Data preprocessing
==================

First things first, we need to load our dataset and transform our data in a way we can use it. Let's talk about our dataset.

`fashion MNIST <https://github.com/zalandoresearch/fashion-mnist>`_ is a dataset provided by Zalando brand R&D team. It is split into two sets :
a training set of 60,000 examples and a test set of 10,000 examples. Each example is a grayscale image of 28x28 pixels, with a class label (among 10), 
representing a Zalando's article.

.. figure:: images/fashion_MNIST_classes.png
   :scale: 100 %
   :alt: A table with each class ID and their description.

   Description of the ten classes of the dataset (took from the `fashion-mnist` git repository).

Load dataset
------------

In order to use it, we will create a new file, here called `fashion_MNIST_dataset.py`, where define a loading method called
`load_dataset_FashionMNIST_with_standardization`. Luckily for us, Pytorch already have a built-in method for the loading of Fashion MNIST.

.. code-block:: python

    def load_dataset_FashionMNIST_with_standardization(dataset_path, valid_ratio=0.2, num_threads=4, batch_size=128):

        # Load the dataset for the training/validation sets
        train_valid_dataset = torchvision.datasets.FashionMNIST(
            root=dataset_path,
            train=True,
            transform=None,
            download=True,
        )

        # Load the test set
        test_dataset = torchvision.datasets.FashionMNIST(
            root=dataset_path,
            transform=None,
            train=False
        )

        # Split it into training and validation sets
        nb_train = int((1.0 - valid_ratio) * len(train_valid_dataset))
        nb_valid = int(valid_ratio * len(train_valid_dataset))
        train_dataset, valid_dataset = torch.utils.data.dataset.random_split(
            train_valid_dataset, [nb_train, nb_valid]
        )

.. important::

    The Fashion MNIST dataset is already split in two (training and test).
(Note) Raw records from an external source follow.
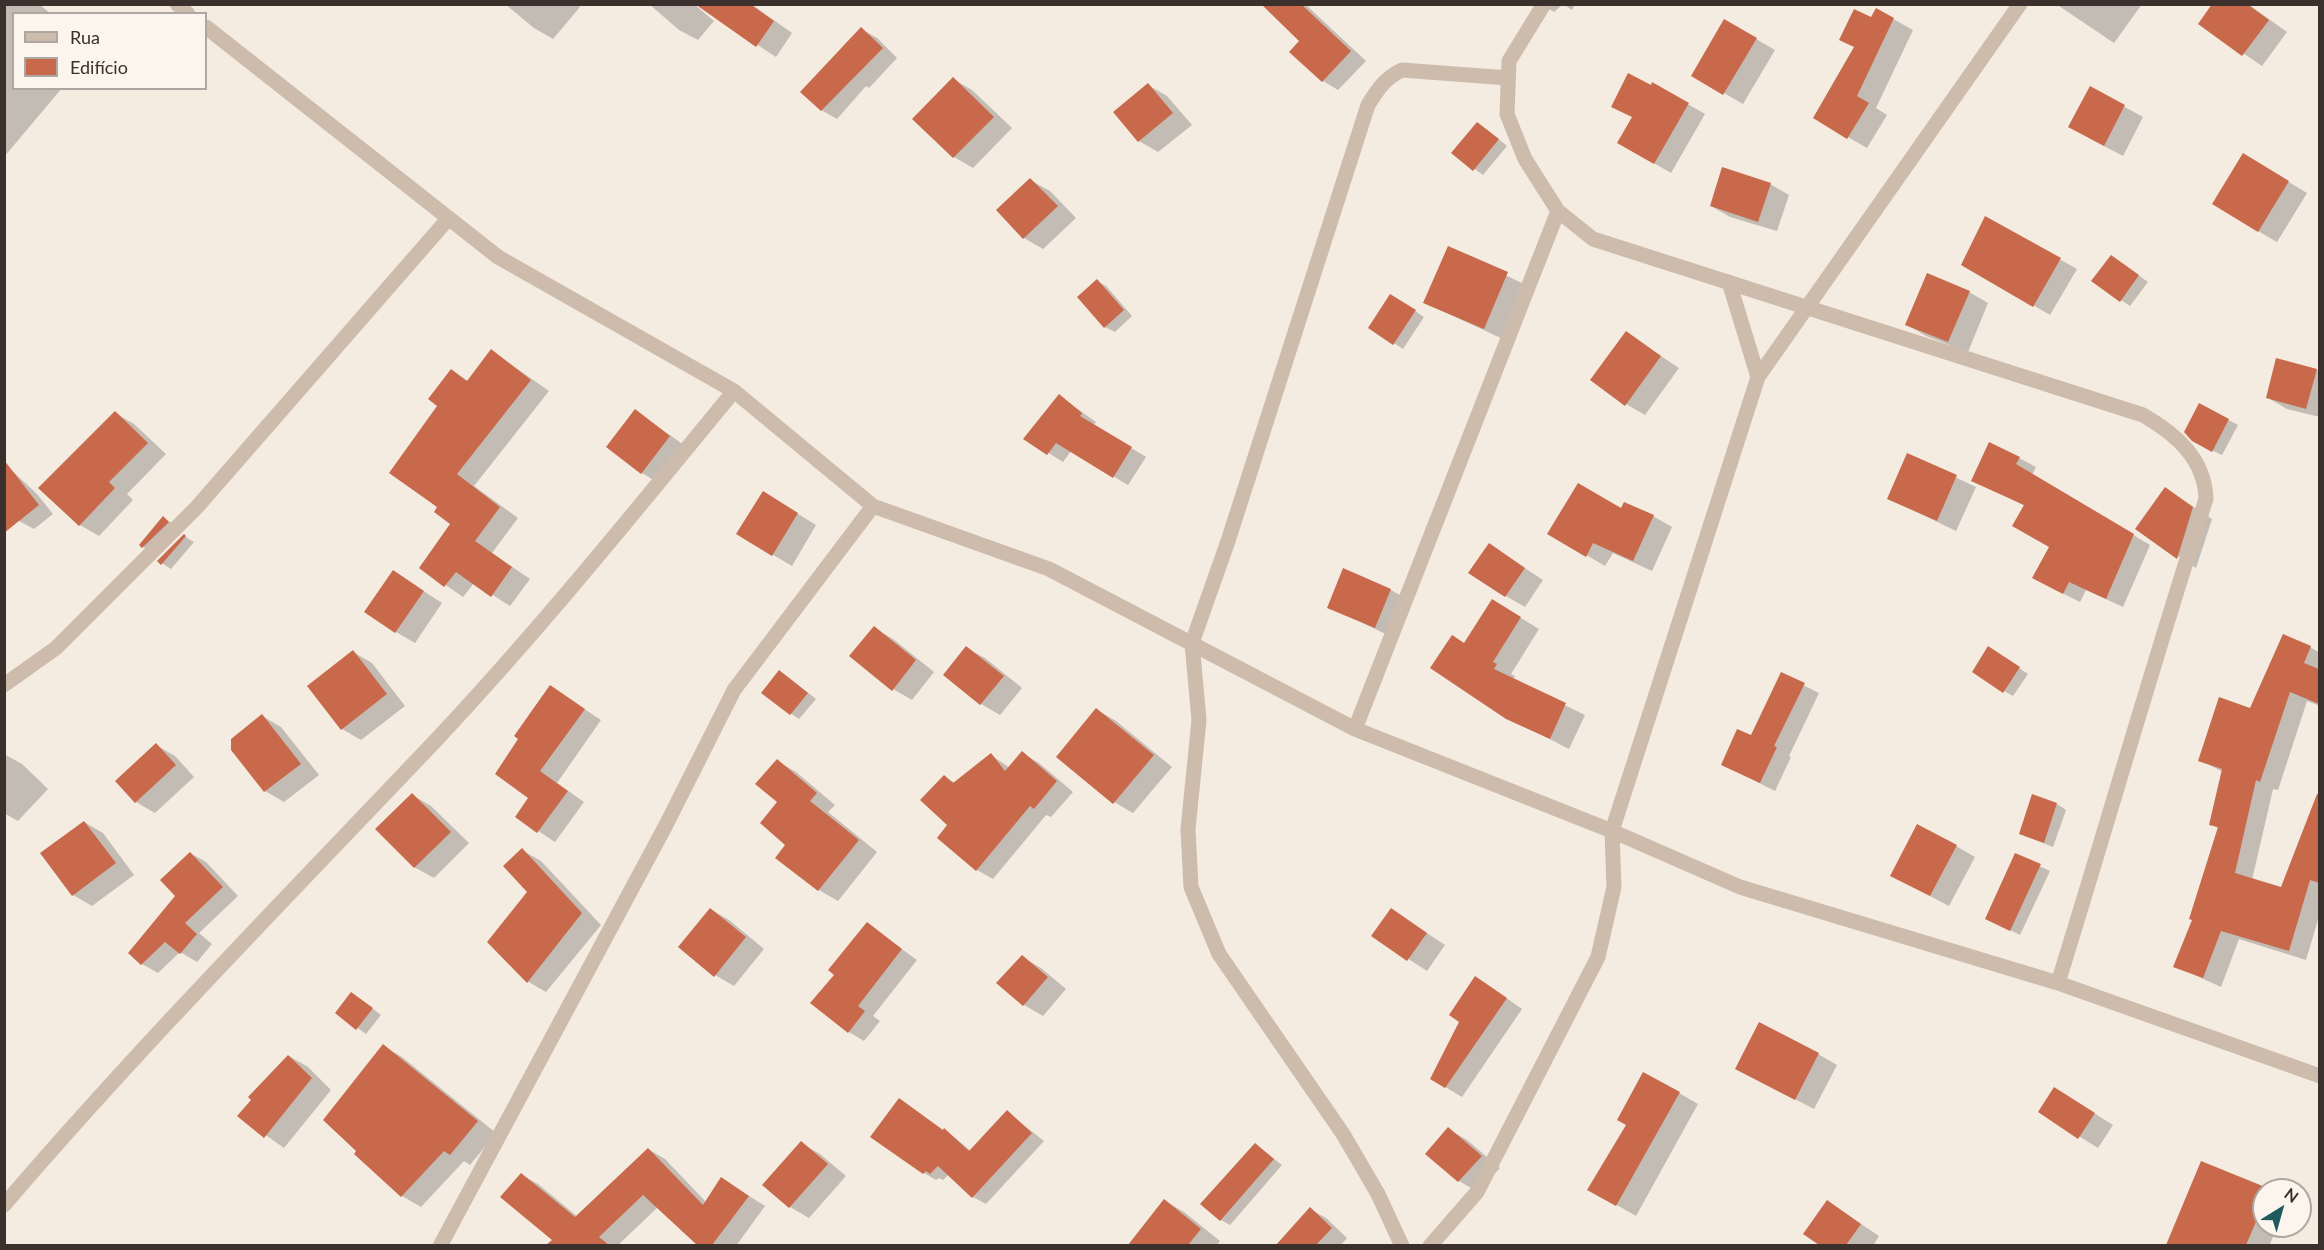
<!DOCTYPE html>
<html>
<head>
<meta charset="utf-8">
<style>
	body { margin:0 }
	#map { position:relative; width:2324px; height:1250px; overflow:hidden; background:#f4ebe1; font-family:Lato,sans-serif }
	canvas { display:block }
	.frame { position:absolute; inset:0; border:6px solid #3b302b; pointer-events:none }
	.legend { position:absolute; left:12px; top:12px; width:195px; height:78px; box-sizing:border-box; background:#fbf5ee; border:2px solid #aea6a0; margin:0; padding:8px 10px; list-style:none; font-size:18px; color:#3b302b }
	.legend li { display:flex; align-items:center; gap:12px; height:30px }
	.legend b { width:30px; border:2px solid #aea6a0 }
	.north { position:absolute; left:2252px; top:1178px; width:60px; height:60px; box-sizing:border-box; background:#fbf5ee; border:2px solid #aea6a0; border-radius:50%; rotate:37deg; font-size:16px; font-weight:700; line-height:24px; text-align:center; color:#3b302b }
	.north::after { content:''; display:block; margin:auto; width:21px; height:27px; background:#1f5a5e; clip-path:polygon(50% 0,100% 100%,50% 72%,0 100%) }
</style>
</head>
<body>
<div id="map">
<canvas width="2324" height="1250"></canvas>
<div class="frame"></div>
<ul class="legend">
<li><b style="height:8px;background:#cdbbac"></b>Rua</li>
<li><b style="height:16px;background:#c8694b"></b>Edifício</li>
</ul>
<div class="north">N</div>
</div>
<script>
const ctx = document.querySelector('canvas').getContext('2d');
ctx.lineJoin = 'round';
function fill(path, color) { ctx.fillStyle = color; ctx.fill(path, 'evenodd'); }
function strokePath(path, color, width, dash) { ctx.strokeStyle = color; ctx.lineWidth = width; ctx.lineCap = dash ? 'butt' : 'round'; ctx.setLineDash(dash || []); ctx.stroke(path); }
fill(new Path2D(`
	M4,4H39L51,14H14V88H62L4,157Z
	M505,4H576L580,7L553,39L534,28Z
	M649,4H694L714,21L698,40L679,30Z
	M751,4L792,33L776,57L718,19Z
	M1264,4H1305L1366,61L1338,90L1323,81L1301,41Z
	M1541,4H1563L1554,12Z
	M1563,4H1575L1572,10Z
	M2056,4H2142L2114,43Z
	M2214,4H2248L2287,32L2262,66L2200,24Z
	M1877,10L1913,30L1876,108L1887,115L1867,148L1815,118Z
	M1725,21L1775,50L1743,104L1693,75Z
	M861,29L877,38L897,58L869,88L866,86L837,119L821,110Z
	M953,79L972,90L1012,128L973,168L954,157L914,119Z
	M1653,84L1705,114L1671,173L1619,143Z
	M1148,85L1167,96L1192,125L1158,152L1139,141L1115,112Z
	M2090,88L2143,117L2123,156L2089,138Z
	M1486,129L1507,146L1483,175L1453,153Z
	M2262,166L2307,193L2277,242L2258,231Z
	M1030,180L1050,191L1076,218L1043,249L1024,238Z
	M1770,184L1789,195L1777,231L1730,217L1711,206Z
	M1986,218L2077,269L2050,315L1963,264Z
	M1449,248L1526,285L1503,339L1425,303Z
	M2120,262L2148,282L2130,306L2093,281Z
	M1097,281L1106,286L1132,316L1115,332L1105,327Z
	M1969,292L1988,303L1968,352L1926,336L1907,325Z
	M1400,301L1424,317L1403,349L1370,328Z
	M1626,333L1679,368L1645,415L1626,404Z
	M492,351L549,391L474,486L518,518L492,553L530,579L510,606L474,583L463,597L421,568L452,524L439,507L440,406L451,371L468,381Z
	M2317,370L2320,372V417L2287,409L2268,398Z
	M1059,396L1096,422L1094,425L1146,457L1128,485L1071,451L1063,462L1025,438Z
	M2200,405L2238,425L2222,455L2203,446Z
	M636,411L688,448L660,484L642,473Z
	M115,413L134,424L166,454L127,494L133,500L99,536L80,525L40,488Z
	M1908,455L1976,487L1956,531L1888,498Z
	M2019,458L2036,467L2032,475L2150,545L2123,607L2086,590L2080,602L2050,587L2051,547L2025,506L1973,480Z
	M7,466L37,494L53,514L34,529L19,521Z
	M2166,489L2212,519L2196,568L2137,529Z
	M782,504L816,525L792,566L738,534Z
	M1622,510L1653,516L1672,527L1652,571L1613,553L1605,566L1549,533Z
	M163,518L172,523L152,552L143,547Z
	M184,536L194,542L171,569L162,563Z
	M1490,545L1543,580L1525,607L1506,596Z
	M394,572L442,603L415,643L396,632Z
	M1391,590L1410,601L1394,638L1329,607Z
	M1511,612L1539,629L1511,674L1515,676L1513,680L1585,715L1569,749L1507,717L1465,644Z
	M874,628L893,639L934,672L912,700L893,689Z
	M2310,647L2320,653V706L2307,701L2278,790L2273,789L2252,880L2282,889L2307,826L2320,831V913L2306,960L2239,939L2221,987L2175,966L2193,920L2219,829L2211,824L2223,772L2200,760Z
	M966,648L985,658L1022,688L1000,715L981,704Z
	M353,652L372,663L405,706L361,740L342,729Z
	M1998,654L2028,674L2013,696L2004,691Z
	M1781,674L1819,693L1789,756L1791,757L1775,791L1723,765L1751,737Z
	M788,677L816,699L799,719L790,713Z
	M551,687L601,720L557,783L584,802L555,842L517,817L531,798Z
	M1097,710L1116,721L1172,767L1133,813L1114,802Z
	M262,716L281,727L319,775L284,802L265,791Z
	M156,745L175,756L194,777L155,813L136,802Z
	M1022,753L1039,763L1073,792L1051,817L1046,815L993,879L977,870L949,824L944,777L956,783L991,755L1010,768Z
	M4,754L22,764L48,789L18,821L4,813Z
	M777,761L796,772L835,805L828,812L877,852L838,901L819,890L777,857L788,844L779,802Z
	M412,795L431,806L469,843L434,878L414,867Z
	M2057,804L2066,810L2053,847L2020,834Z
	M84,822L103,833L134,875L92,906L73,895Z
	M1956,846L1975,857L1949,906L1911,886Z
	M522,850L541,861L601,925L546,992L527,981L529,892Z
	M190,853L206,862L238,896L199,933L212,944L197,962L180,952L158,973L142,964L177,896Z
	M2016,855L2050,871L2020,935L1996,923Z
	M710,909L729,920L764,949L734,986L715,975Z
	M1392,910L1445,945L1427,971L1373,936Z
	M867,924L917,960L873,1016L880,1021L864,1041L849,1032L836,974Z
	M1022,957L1041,968L1066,989L1043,1016L1024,1005L998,983Z
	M1492,988L1522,1009L1462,1097L1432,1079Z
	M360,999L381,1015L366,1034L337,1013Z
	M383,1046L402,1057L496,1133L470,1165L464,1161L421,1207L402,1196L356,1153Z
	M1818,1054L1837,1065L1814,1109L1756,1079Z
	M289,1056L308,1067L331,1090L284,1148L239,1116Z
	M1679,1093L1698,1104L1636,1216L1589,1189Z
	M2073,1100L2113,1125L2098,1148L2040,1112Z
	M1007,1112L1044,1141L986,1204L973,1197L949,1174L943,1180L939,1178L936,1180L924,1173L945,1130L971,1151Z
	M1448,1129L1467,1140L1500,1168L1478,1192L1459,1181L1427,1153Z
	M801,1143L820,1154L846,1176L809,1218L790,1207L764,1185Z
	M1256,1145L1282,1165L1230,1225L1221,1220Z
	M648,1149L665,1159L706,1202L722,1179L765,1206L736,1246H700L658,1207L617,1246H561L502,1197L521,1175L538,1184L578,1217Z
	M2202,1163L2267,1190H2264V1226H2278L2269,1246H2247L2200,1226Z
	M1165,1201L1184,1212L1220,1241L1216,1246H1133L1131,1244Z
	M1828,1202L1879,1236L1873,1246H1821L1805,1234Z
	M1310,1209L1326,1218L1347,1238L1340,1246H1278Z`), '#0003');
fill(new Path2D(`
	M695,4H750L774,21L756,47Z
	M1261,4H1301L1351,51L1322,82L1289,52L1299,41Z
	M2212,4H2247L2269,20L2242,56L2198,24Z
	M1876,8L1894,18L1857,96L1869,103L1847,139L1813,118L1854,47L1839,40L1854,9L1871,17Z
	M1724,19L1757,38L1723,95L1691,76Z
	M861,27L883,48L821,111L800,92Z
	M1628,73L1651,85L1652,82L1689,103L1654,164L1617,143L1632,117L1611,107Z
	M953,77L994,117L953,158L912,119Z
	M1148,83L1173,113L1138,142L1113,112Z
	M2090,86L2125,105L2104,146L2068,127Z
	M1477,122L1499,139L1473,171L1451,153Z
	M2243,153L2289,181L2258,232L2212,204Z
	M1722,167L1771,183L1758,222L1710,206Z
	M1030,178L1058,206L1023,239L996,210Z
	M1985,216L2061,258L2033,307L1961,265Z
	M1448,246L1508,272L1484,329L1423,303Z
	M2111,255L2139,275L2120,302L2091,281Z
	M1927,273L1970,291L1948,342L1905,325Z
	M1097,279L1124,310L1104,328L1077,297Z
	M1390,294L1416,310L1393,345L1368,328Z
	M1626,331L1661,356L1625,406L1590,380Z
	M491,349L531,380L457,474L500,507L475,541L512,567L491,597L456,572L444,587L419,568L450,524L434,512L437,507L389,473L437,406L428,399L451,369L467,381Z
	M2276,358L2317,369L2306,409L2266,398Z
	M1059,394L1082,413L1080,416L1132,447L1113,478L1056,443L1047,455L1023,439Z
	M2199,403L2229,419L2212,452L2192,441L2184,432Z
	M635,409L670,436L641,474L606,447Z
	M115,411L148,443L109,482L115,488L79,526L38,488Z
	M1989,442L2020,457L2016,464L2134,534L2106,599L2069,582L2063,594L2032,578L2049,547L2012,526L2024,505L1971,481Z
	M1907,453L1957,475L1937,521L1887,499Z
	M4,460L39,505L4,533Z
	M1578,483L1621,508L1624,502L1654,515L1633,561L1593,543L1586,557L1547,534Z
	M2165,487L2193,507L2177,559L2135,529Z
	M763,491L798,513L772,556L736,534Z
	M163,516L169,522L142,548L139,545Z
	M184,534L186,536L161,565L157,561Z
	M1489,543L1525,568L1505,597L1468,573Z
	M1343,568L1391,589L1375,628L1327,608Z
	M393,570L424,591L395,633L364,612Z
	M1492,599L1521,617L1493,662L1497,664L1494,669L1566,703L1550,739L1506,719L1430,668L1452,635L1464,643Z
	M874,626L916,660L892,691L849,656Z
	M2283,634L2311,646L2304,663L2319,669V704L2290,692L2260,782L2256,780L2235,873L2281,887L2317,794H2319V883L2310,880L2289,951L2221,931L2203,978L2173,967L2192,920L2189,919L2218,827L2209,825L2222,769L2198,761L2219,697L2250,708Z
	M966,646L1004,676L980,705L943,675Z
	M1988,646L2020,667L2003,693L1972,672Z
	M353,650L387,694L341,730L307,686Z
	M779,670L808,693L790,715L761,693Z
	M1781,672L1805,683L1774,746L1777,747L1760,783L1721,765L1737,729L1751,735Z
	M550,685L585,709L540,771L568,791L537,833L515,817L528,798L495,774L518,739L514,736Z
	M1096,708L1154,755L1113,804L1056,757Z
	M262,714L301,764L264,792L231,750V739Z
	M156,743L176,765L135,803L115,781Z
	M1022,751L1057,781L1034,809L1030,806L976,871L937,838L947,825L920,800L944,775L953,783L991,753L1005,771Z
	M777,759L817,793L810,801L859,840L818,891L775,858L785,845L760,823L777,802L755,784Z
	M412,793L451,832L414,868L375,829Z
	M2032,794L2057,803L2044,843L2019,834Z
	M84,821L116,863L72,896L40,853Z
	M1917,824L1957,845L1930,896L1890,876Z
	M522,848L582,913L527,983L487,942L527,892L503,866Z
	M190,852L223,887L185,923L197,934L180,954L165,942L141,965L128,953L175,896L160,880Z
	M2015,853L2041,864L2010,931L1985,919Z
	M710,908L746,937L714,977L678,947Z
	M1391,908L1427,933L1407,961L1371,936Z
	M867,922L902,949L858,1006L865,1011L848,1033L810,1003L834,975L828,970Z
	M1022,955L1048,977L1023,1006L996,983Z
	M1475,976L1507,998L1445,1088L1430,1079L1459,1022L1449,1015Z
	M351,992L373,1008L356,1030L335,1013Z
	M1759,1022L1819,1053L1795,1100L1735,1069Z
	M383,1044L478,1121L450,1155L444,1151L401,1197L354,1154L356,1151L323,1120Z
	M288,1055L312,1078L264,1138L237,1116L251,1100L248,1097Z
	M1643,1072L1680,1092L1616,1206L1587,1190L1626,1125L1617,1120Z
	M2054,1087L2095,1113L2078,1139L2038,1112Z
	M899,1098L943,1130L944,1128L969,1151L1007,1110L1032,1133L972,1198L938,1166L930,1174L926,1171L923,1174L870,1137Z
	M1448,1127L1482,1156L1458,1182L1425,1154Z
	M801,1141L828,1164L789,1208L762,1185Z
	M1255,1143L1274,1159L1220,1221L1200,1204Z
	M648,1148L703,1205L721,1177L749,1196L712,1245H697L643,1195L599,1237L609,1245H546L552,1240L500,1197L521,1173L575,1217Z
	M2201,1161L2270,1189L2264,1190V1203L2246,1245H2166Z
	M1164,1199L1201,1229L1188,1245H1128Z
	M1827,1200L1861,1224L1846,1245H1819L1803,1234Z
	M1310,1207L1332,1228L1316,1245H1276Z`), '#c8694b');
strokePath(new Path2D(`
	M177,4L188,14
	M1544,4L1509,61L1507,114L1525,159L1558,211L1593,239L2143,415C2176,434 2205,459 2206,499C2154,660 2108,822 2058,983
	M206,27L498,257L734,391L873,506L1049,569L1355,729L1612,831L1740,887L2058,983L2320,1076
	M1729,282L1758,377
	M4,685L56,648L197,507L448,219
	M1355,729L1558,211
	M4,1205C143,1043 292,892 438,738C542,627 637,509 734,391
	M440,1246L666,825L734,690L873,506
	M1402,1246L1378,1194L1343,1134L1219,954L1191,887L1188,829L1199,720L1192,643L1228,541L1368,105C1378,89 1385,78 1402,70L1508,78
	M1430,1246L1477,1192L1598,957L1614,887L1612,831L1758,377L2020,4`), '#cdbbac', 15);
</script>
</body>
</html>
So we have to keep the whole second one for the testing dataset and split the first in two
    for have a training and a validation dataset. In another scenario, you must likely split a whole dataset into three distinct parts.

.. note::

    We also precise the number of threads we want to use for CPU parallelism and the size of our batchs. A very little batch is sometime called `minibatch` 
    in the litterature.

For now, our samples are raw PIL image. However, Pytorch manipulate `tensors <https://pytorch.org/tutorials/beginner/introyt/tensors_deeper_tutorial.html>`_, so we 
need to convert our images to Pytorch tensors. For that, the first idea that come in mind is to apply a image-to-tensor transformation for each sample. It is what we
are going to do, wrapping our dataset inside a DataTransformer class which is already declared inside ``data_utils.py``.

.. code-block:: python

    train_dataset = DatasetTransformer(train_dataset, data_transforms)
    valid_dataset = DatasetTransformer(valid_dataset, data_transforms)
    test_dataset = DatasetTransformer(test_dataset, data_transforms)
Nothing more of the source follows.